▶ [TASK TO CARRY OUT]: Please filter the data down to the lines that include the word "cover" and copy them.
SOURCE DATA below:
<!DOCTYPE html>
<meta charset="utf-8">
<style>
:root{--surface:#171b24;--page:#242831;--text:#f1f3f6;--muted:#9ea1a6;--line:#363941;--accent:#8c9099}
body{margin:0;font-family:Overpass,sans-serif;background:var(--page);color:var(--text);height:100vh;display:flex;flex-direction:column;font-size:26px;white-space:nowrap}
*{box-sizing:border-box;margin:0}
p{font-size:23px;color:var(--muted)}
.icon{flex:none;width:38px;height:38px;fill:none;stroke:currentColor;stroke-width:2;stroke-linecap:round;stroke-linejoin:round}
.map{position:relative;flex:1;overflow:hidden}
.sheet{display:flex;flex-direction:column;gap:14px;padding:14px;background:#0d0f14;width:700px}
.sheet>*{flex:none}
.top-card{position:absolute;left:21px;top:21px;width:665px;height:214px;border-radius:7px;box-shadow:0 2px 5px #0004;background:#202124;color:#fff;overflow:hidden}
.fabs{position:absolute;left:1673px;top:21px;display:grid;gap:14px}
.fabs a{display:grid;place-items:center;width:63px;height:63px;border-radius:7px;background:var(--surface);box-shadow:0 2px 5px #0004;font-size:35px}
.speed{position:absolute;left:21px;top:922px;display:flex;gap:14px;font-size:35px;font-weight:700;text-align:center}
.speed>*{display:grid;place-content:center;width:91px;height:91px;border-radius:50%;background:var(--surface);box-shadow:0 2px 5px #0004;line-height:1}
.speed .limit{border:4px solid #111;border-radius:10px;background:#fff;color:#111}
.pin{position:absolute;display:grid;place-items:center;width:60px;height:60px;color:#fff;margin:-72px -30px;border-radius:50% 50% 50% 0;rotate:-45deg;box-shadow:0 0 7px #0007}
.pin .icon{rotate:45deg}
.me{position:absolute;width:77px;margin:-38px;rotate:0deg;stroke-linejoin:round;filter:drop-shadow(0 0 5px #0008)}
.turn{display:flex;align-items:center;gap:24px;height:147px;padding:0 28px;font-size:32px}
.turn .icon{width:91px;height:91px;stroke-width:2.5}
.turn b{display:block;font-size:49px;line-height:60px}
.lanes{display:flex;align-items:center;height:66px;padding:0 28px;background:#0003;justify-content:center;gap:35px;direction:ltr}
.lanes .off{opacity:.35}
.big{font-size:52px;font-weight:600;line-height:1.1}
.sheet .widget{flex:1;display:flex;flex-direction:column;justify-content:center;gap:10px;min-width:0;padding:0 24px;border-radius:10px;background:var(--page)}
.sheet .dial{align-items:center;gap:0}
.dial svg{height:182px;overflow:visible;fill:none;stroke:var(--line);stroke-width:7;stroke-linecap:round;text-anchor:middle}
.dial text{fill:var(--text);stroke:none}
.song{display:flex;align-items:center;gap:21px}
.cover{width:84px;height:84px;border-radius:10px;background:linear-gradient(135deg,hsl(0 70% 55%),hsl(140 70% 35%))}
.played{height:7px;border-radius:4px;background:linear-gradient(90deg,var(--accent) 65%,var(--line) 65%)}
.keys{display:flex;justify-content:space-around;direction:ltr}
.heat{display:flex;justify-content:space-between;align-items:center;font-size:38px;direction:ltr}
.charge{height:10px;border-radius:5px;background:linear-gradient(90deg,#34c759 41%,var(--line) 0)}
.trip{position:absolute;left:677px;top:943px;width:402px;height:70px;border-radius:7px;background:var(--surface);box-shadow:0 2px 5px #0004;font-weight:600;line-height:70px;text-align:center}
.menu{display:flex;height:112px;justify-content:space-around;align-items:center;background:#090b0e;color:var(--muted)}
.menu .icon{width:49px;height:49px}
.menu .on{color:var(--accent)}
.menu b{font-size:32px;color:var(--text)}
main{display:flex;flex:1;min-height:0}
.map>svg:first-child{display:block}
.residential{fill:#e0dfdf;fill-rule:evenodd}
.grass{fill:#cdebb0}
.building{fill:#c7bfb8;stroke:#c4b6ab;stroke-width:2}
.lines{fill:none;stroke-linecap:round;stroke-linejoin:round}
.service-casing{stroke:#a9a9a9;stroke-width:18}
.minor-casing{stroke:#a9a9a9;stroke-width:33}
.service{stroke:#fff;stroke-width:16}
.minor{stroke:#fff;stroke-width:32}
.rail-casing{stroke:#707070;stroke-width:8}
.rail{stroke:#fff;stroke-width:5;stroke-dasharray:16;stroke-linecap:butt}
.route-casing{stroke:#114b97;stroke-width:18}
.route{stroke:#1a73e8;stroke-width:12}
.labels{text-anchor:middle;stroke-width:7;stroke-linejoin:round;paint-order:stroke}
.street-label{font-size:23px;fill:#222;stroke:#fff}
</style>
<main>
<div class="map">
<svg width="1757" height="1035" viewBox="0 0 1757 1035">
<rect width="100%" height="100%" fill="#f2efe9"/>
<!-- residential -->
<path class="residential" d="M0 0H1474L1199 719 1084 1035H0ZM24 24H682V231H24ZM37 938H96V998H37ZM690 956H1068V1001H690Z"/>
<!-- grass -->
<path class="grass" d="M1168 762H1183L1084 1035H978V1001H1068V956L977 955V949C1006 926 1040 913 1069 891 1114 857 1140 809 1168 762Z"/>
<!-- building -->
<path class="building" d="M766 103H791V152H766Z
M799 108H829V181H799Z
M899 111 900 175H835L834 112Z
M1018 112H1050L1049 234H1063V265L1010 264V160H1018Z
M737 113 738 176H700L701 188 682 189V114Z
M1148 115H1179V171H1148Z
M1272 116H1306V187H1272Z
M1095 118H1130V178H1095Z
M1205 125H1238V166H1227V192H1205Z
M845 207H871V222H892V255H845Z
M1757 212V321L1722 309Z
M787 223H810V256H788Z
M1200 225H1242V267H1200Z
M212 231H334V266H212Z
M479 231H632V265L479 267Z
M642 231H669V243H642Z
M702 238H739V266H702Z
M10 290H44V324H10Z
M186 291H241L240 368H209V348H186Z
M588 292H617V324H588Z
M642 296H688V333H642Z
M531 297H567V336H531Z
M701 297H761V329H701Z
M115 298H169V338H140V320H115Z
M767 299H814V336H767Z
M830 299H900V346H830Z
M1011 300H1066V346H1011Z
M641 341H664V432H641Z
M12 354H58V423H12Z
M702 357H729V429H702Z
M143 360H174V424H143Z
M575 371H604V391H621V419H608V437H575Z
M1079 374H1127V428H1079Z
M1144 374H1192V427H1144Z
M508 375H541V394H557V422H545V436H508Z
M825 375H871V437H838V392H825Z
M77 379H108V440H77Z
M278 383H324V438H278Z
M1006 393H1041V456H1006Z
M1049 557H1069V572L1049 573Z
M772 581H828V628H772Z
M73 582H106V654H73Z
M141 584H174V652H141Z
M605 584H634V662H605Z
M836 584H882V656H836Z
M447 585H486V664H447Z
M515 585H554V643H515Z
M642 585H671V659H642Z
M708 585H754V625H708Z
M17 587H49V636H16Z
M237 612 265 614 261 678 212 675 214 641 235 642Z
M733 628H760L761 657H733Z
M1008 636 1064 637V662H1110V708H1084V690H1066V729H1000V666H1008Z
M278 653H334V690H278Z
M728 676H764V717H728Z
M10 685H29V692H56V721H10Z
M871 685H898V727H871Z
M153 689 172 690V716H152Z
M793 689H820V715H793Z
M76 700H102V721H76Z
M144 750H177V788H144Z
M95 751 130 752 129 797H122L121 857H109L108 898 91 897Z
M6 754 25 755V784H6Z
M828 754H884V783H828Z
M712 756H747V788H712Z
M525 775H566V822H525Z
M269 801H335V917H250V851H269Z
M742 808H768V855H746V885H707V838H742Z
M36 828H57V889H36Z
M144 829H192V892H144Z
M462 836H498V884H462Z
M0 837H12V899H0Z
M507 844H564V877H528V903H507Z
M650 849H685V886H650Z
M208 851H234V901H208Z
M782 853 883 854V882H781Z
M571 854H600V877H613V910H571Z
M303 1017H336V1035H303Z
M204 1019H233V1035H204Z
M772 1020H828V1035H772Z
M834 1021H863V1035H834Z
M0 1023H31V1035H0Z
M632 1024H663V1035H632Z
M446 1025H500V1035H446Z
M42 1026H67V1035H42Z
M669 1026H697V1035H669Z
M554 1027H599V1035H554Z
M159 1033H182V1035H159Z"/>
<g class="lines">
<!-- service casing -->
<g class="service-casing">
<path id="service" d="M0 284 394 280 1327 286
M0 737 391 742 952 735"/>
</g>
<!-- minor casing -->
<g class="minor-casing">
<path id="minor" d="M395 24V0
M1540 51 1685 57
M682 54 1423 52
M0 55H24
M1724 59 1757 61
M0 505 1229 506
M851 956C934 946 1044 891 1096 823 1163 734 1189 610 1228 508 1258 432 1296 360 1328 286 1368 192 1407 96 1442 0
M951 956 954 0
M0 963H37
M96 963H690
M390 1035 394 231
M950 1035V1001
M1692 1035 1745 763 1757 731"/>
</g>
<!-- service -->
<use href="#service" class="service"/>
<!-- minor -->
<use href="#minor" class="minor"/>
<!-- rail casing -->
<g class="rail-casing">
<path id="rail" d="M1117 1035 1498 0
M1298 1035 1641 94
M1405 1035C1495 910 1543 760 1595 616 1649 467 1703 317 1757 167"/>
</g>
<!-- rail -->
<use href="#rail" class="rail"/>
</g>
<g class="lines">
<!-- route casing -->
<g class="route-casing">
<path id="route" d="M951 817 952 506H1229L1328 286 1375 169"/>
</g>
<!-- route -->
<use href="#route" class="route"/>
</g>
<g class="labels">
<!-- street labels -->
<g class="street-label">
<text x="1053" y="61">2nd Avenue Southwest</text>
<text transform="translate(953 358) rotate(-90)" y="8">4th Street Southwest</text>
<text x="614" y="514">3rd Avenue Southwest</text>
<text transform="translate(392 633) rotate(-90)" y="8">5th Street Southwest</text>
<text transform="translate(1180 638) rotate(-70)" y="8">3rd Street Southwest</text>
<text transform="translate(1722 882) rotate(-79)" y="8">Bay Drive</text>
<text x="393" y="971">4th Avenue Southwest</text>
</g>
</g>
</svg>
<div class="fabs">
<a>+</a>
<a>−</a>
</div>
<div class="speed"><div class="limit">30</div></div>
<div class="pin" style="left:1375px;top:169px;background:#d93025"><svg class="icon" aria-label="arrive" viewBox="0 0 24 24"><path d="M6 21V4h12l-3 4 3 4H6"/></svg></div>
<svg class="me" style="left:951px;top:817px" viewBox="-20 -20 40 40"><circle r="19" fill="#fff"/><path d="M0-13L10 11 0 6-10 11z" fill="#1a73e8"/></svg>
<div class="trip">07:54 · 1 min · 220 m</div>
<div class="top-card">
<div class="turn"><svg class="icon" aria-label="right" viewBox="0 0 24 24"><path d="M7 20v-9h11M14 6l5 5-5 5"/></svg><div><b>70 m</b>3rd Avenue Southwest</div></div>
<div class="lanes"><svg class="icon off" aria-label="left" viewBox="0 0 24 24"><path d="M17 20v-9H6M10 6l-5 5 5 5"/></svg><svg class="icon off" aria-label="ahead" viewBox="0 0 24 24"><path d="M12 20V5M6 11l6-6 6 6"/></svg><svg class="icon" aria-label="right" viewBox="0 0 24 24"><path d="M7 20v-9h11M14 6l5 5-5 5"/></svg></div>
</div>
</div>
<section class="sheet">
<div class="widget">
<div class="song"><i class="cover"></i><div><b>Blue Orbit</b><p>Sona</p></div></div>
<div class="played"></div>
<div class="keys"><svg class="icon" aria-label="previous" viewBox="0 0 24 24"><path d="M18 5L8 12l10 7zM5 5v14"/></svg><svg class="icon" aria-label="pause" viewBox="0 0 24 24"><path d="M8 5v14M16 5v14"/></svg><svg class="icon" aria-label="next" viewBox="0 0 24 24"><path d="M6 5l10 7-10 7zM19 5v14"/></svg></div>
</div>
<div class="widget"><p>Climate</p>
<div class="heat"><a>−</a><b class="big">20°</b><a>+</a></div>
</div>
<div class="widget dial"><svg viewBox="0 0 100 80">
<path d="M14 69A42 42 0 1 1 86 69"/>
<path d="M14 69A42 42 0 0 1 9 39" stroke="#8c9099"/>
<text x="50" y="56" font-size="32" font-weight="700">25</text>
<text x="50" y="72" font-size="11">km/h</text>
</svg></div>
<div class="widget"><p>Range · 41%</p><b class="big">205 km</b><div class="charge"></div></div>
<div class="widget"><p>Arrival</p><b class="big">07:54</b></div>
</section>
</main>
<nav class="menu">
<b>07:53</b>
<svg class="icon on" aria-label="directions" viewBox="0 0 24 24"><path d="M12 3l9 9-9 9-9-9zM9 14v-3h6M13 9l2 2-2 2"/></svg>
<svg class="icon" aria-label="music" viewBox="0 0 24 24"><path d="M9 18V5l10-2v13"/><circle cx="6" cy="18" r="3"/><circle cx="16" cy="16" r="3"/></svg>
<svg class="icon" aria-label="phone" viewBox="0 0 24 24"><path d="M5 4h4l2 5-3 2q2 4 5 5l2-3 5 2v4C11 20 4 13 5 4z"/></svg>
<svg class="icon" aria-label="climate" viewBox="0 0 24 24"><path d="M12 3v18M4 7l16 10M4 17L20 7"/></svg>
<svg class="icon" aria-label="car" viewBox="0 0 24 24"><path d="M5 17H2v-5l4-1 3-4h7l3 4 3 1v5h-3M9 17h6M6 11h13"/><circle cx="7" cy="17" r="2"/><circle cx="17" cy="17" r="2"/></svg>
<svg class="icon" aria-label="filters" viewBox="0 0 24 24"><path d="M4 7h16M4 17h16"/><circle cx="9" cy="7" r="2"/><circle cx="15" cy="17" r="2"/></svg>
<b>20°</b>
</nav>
End of SOURCE DATA.
▶ [RESULT OF THE EXERCISE]:
.cover{width:84px;height:84px;border-radius:10px;background:linear-gradient(135deg,hsl(0 70% 55%),hsl(140 70% 35%))}
<div class="song"><i class="cover"></i><div><b>Blue Orbit</b><p>Sona</p></div></div>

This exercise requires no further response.